PROBLEM DETAILS.
State how many lines in these records contain the word "grid", and nothing else.

AVAILABLE RECORDS.

= Beginning of Section =

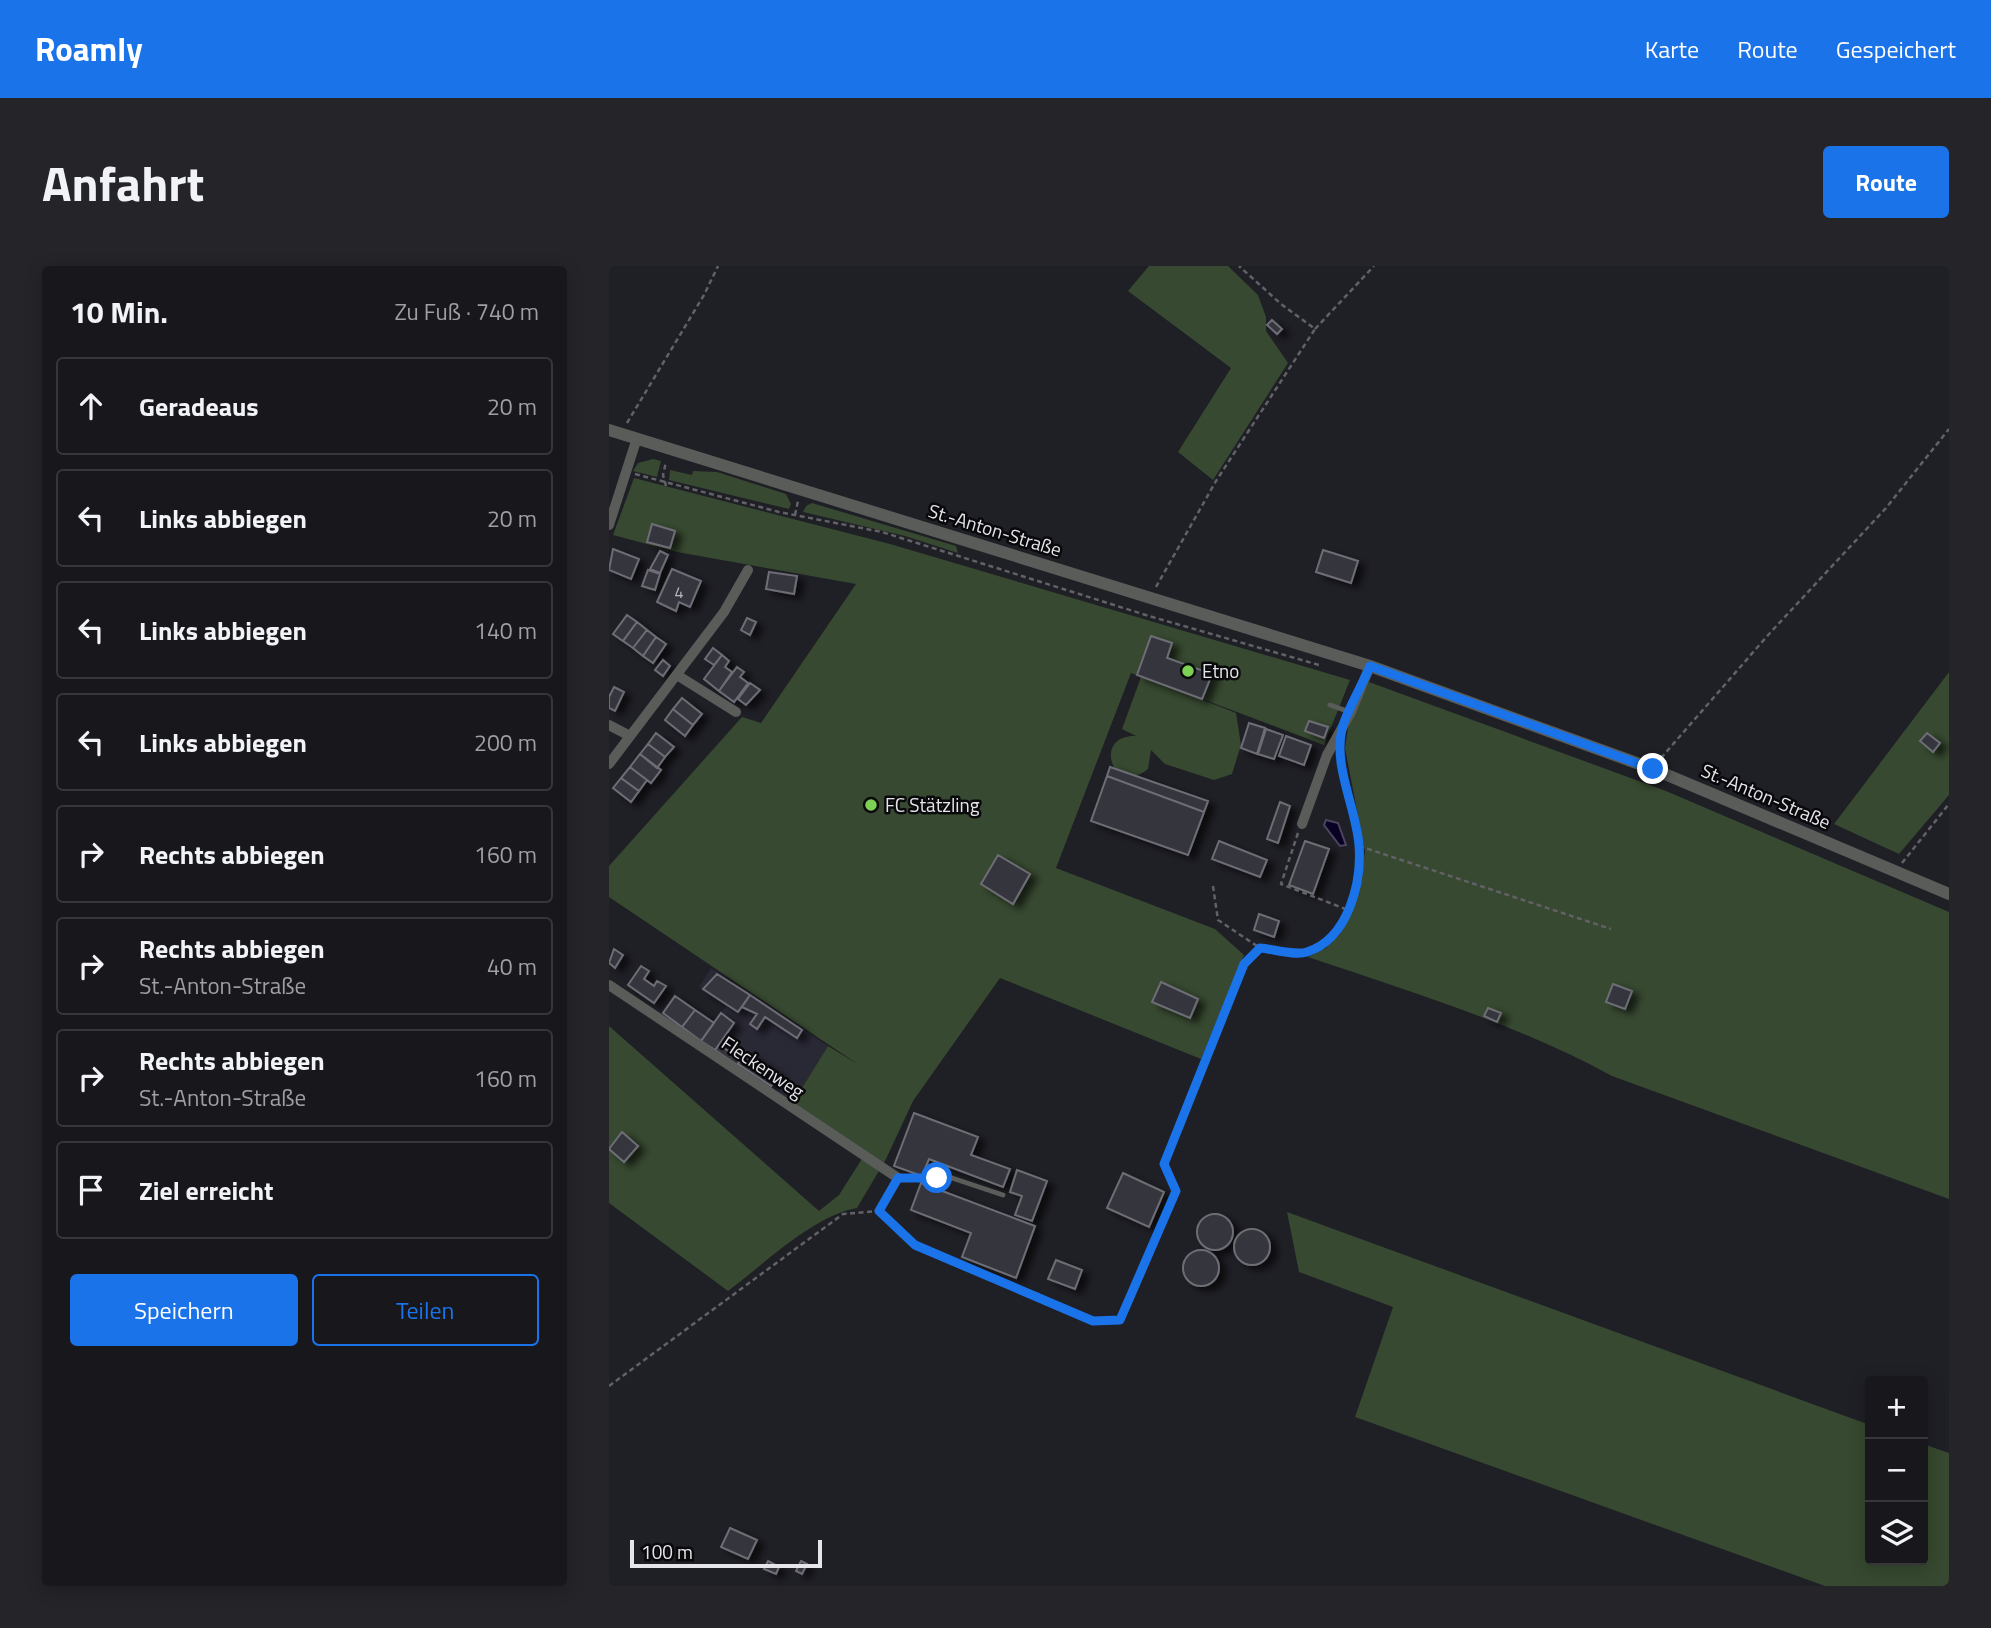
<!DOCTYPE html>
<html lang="de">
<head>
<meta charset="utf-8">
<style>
  body { margin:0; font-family:"Titillium Web",sans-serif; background:#242429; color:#f1f3f6 }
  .controls { position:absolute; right:21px; bottom:21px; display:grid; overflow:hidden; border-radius:7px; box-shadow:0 4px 18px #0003 }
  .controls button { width:63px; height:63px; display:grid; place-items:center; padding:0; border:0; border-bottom:2px solid #36363b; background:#17171c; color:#f1f3f6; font:35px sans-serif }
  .scale { position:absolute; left:21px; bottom:18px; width:192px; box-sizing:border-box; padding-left:7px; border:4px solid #e5e5ea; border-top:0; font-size:19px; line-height:24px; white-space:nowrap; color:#e5e5ea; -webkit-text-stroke:5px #09090c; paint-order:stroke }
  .stop { position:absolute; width:21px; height:21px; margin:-16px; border:5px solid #1a73e8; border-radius:50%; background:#fff }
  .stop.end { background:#1a73e8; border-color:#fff; box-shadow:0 2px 7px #0008 }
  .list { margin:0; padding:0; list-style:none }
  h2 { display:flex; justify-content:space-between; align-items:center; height:91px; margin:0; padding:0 28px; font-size:30px }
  h2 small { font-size:23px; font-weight:400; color:#9e9fa3 }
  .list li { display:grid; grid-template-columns:46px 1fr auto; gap:21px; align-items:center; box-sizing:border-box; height:98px; margin:0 14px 14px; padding:0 14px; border:2px solid #36363b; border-radius:7px }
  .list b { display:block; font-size:26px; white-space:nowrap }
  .list p { margin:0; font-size:23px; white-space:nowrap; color:#9e9fa3 }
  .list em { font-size:23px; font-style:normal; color:#9e9fa3 }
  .actions { display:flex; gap:14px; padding:21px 28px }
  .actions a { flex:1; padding:16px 0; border:2px solid #1a73e8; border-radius:7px; text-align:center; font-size:24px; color:#1a73e8 }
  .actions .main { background:#1a73e8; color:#fff }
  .icon { flex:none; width:38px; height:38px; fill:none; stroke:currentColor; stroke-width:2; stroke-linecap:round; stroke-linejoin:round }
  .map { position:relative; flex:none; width:1340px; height:1320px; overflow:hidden; border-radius:7px }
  header { display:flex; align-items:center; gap:42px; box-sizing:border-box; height:98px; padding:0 35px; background:#1a73e8; color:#fff }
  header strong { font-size:33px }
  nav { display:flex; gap:38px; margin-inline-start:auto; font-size:24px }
  .intro { display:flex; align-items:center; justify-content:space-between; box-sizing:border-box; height:168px; padding:0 42px }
  h1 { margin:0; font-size:49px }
  .button { padding:18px 32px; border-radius:7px; background:#1a73e8; color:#fff; font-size:24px; font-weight:700 }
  main { display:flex; gap:42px; padding:0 42px }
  aside { flex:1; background:#17171c; border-radius:7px; box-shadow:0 4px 18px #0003 }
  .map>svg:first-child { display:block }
</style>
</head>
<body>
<header>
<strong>Roamly</strong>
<nav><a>Karte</a><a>Route</a><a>Gespeichert</a></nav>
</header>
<div class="intro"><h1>Anfahrt</h1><a class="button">Route</a></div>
<main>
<aside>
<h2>10 Min.<small>Zu Fuß · 740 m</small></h2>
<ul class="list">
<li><svg class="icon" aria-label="ahead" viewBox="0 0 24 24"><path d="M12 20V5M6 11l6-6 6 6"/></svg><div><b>Geradeaus</b></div><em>20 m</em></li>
<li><svg class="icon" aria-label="left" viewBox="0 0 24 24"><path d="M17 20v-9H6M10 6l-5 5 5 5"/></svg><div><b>Links abbiegen</b></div><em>20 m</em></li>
<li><svg class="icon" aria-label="left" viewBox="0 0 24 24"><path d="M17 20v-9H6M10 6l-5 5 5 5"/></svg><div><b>Links abbiegen</b></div><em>140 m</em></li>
<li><svg class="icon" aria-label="left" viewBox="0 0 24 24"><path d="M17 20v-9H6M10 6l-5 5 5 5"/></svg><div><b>Links abbiegen</b></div><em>200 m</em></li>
<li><svg class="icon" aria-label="right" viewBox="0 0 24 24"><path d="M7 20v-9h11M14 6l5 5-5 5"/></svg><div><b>Rechts abbiegen</b></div><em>160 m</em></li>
<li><svg class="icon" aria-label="right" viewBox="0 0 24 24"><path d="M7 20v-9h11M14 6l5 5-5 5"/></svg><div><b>Rechts abbiegen</b><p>St.-Anton-Straße</p></div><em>40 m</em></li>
<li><svg class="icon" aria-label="right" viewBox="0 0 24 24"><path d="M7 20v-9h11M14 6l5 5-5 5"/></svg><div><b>Rechts abbiegen</b><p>St.-Anton-Straße</p></div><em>160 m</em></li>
<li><svg class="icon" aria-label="arrive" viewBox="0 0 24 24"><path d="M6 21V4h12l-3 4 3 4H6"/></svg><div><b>Ziel erreicht</b></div></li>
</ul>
<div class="actions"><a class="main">Speichern</a><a>Teilen</a></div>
</aside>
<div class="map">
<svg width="1340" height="1320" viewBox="0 0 1340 1320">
  <defs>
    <filter id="shadow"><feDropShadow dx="7" dy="4.5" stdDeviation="3.5" flood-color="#0009"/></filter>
  </defs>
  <rect width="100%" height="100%" fill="#1f1f26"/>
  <path fill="#292835" d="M102,702l117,78 -36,58 -92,-62 26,-36 -27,-19z"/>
  <path fill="#374930" d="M540,0h79l30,29 8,22v14l22,32 -75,117 -35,-28 53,-84 -103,-77z
    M44,193l8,2 -4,16 -24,-6 5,-8z
    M61,204l22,5 1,-4 24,1 69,22 5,10 -2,5 -120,-29z
    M25,212l256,66 460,136 -26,65 -172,-65 84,33 5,32 -9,29 -18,6 -49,-16 -14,-14 -3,19c-36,29 -56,-35 -12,-33l-14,-7 19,-52 -10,-4 -75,195 159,61 29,26 -43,104 -201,-81 -87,123 -27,58 -29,49c-43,7 -94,57 -129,83l-119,-88v-177l210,185 20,-16 26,-41 -73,-50 36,-58 31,19 -250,-168v-31l133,-149 19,6 95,-139 -179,-32 -64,-17z
    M203,237l144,43 2,7 -53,-17 -102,-24 3,-6z
    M1340,406v123l-50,59 -65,-30z
    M760,416l297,109 283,121v287l-337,-123c-96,-52 -200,-84 -304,-119l18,-9 14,-14 18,-37 7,-45 -20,-104 3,-20z
    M678,946l583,213v135h53v-116l26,9v133h-124l-470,-169 38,-110 -94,-35z"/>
  <path fill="#090123" stroke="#4b455f" stroke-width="2" d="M717,554l12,3 8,22 -6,1 -16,-21z"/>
  <path fill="#35343c" stroke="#6d6d76" stroke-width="2" filter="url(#shadow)" d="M663,54l10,9 -5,5 -10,-9z
    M43,258l23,7 -5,17 -23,-6z
    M4,283l26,10 -8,20 -22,-9z
    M714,284l35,11 -7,22 -35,-11z
    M51,285l8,4 -8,18 -10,-4z
    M63,303l29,12 -11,26 -11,-5 -3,9 -19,-9z
    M39,304l12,4 -5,16 -13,-4z
    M160,306l28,4 -3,18 -28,-5z
    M18,349l10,7 -14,19 -10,-7z
    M138,352l9,4 -6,13 -9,-5z
    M28,356l10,8 -14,18 -10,-7z
    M38,364l9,7 -13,19 -10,-8z
    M542,370l21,7 -5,15 45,16 -10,25 -65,-24z
    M47,371l10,7 -13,19 -10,-7z
    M104,382l9,7 -8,10 -9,-6z
    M113,389l7,6 -4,6 7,5 -13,19 -15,-12z
    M54,394l7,6 -7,10 -8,-6z
    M128,401l7,5 -4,5 8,6 -14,19 -15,-11z
    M141,417l10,7 -14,15 -8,-6z
    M5,421l10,5 -9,19 -6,-3v-11z
    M73,432l20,16 -9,11 -20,-16z
    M64,443l20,16 -8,11 -20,-16z
    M700,455l19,6 -4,11 -19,-7z
    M640,457l16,5 -8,26 -16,-6z
    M657,463l17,6 -9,24 -16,-5z
    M47,467l18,14 -9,10 -17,-13z
    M1318,467l13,10 -7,9 -13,-11z
    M677,470l25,9 -7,20 -25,-9z
    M39,478l17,13 -8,11 -17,-14z
    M31,488l21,16 -10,13 -21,-16z
    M21,501l17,13 -8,11 -18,-13z
    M501,501l98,34 -4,11 -97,-36z
    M498,510l97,36 -16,43 -97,-34z
    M12,512l18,13 -8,11 -18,-14z
    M671,536l10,4 -12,37 -11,-4z
    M610,575l48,19 -7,17 -48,-18z
    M696,575l24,8 -16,45 -24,-9z
    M389,589l32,19 -17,30 -32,-20z
    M650,648l20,7 -5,16 -20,-7z
    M5,683l9,6 -8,13 -6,-5z
    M32,700l8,5 -5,8 10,7 3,-5 9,5 -12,17 -26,-18z
    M108,708l33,21 -12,17 -35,-23z
    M552,716l37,17 -8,19 -38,-16z
    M1004,718l19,7 -7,18 -19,-7z
    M141,729l52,35 -5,8 -32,-21 -8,12 -7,-5 7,-10 -15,-7z
    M66,730l20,14 -13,17 -19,-14z
    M879,742l13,5 -4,9 -13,-6z
    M86,744l19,13 -13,18 -19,-14z
    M112,747l13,10 -19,27 -14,-9z
    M110,779l22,14 -4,6 -22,-15z
    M137,786l33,22 -8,12 -33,-22z
    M305,847l64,24 -7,18 39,14 -7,18 -74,-28 -7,17 -28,-10z
    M13,866l16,14 -14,16 -15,-13z
    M408,904l30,11 -15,40 -17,-6 7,-19 -12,-4z
    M514,907l41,19 -15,35 -42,-19z
    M312,917l114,43 -19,52 -54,-21 9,-24 -60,-23z
    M588 966a18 18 0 1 1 36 0a18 18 0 1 1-36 0Z
    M625 981a18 18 0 1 1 36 0a18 18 0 1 1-36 0Z
    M574 1002a18 18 0 1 1 36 0a18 18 0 1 1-36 0Z
    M447,994l26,10 -7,19 -27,-10z
    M121,1262l27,12 -9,19 -27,-12z
    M159,1295l11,6 -3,7 -12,-5z
    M192,1295l6,3 -5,10 -6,-3z"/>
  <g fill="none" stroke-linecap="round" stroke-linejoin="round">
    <path stroke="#616167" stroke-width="2.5" stroke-dasharray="5 3.5" stroke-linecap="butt" d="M706,63l59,-63
      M18,157l77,-128 14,-29
      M26,208l144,38 103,20 267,84 170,49
      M57,220l-3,-11 3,-13
      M186,249l3,-14
      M547,321l60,-106 99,-152 -34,-25 -42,-38
      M1052,492l108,-124 117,-126 63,-79
      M689,567l-17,51 67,26
      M750,580l252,83
      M1293,597l47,-59
      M604,620l5,34 42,28 45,5 24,-12 17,-24 10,-28 3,-43 -17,-92
      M270,945l36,34 123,49 55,27 27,-1 56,-129 -11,-27 79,-200 16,-16
      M0,1120l234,-172 36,-3 13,-23"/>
    <path stroke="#595c58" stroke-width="5" d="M721,439l20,7
      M289,912l51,-1 54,18"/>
    <path stroke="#595c58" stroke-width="10" d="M0,259l28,-87
      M68,409l59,37
      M0,459l21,11
      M0,498l115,-152 24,-42
      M693,558l25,-69 24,-43 19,-46
      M0,719l289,193"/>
    <path stroke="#595c58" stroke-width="12" d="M0,164l761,236 283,103 296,125"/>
  </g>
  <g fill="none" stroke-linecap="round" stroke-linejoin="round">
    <path stroke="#1a73e8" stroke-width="9" d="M328,912h-39l-19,33 36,34 178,76 27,-1 56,-129 -12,-27 80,-200 16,-16c13,1 35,8 47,4 41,-13 55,-69 52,-107 -3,-37 -26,-79 -17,-116 3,-15 21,-45 28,-63l283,103"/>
  </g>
  <g fill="#7cd155" stroke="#09090c" stroke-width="2.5">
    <circle cx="579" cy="405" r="7"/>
    <circle cx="262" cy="539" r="7"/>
  </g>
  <g text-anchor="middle" stroke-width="5" stroke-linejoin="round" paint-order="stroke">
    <g font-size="16" fill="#b9b9be">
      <text x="70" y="332">4</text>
    </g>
    <g font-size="19" fill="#e5e5ea" stroke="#09090c">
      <text transform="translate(386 264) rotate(17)" y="7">St.-Anton-Straße</text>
      <text transform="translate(1157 530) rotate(23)" y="7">St.-Anton-Straße</text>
      <text transform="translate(154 801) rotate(34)" y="7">Fleckenweg</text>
    </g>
    <g font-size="19" fill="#e5e5ea" stroke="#09090c" text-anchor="start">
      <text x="593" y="412">Etno</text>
      <text x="276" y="546">FC Stätzling</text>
    </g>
  </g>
</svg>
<div class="controls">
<button>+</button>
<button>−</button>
<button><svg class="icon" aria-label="layers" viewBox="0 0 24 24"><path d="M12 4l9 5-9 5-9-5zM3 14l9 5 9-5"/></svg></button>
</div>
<div class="scale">100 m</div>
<div class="stop" style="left:328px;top:912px"></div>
<div class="stop end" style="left:1044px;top:503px"></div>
</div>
</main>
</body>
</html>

= End of Section =

RESULT FOR THIS TASK.
3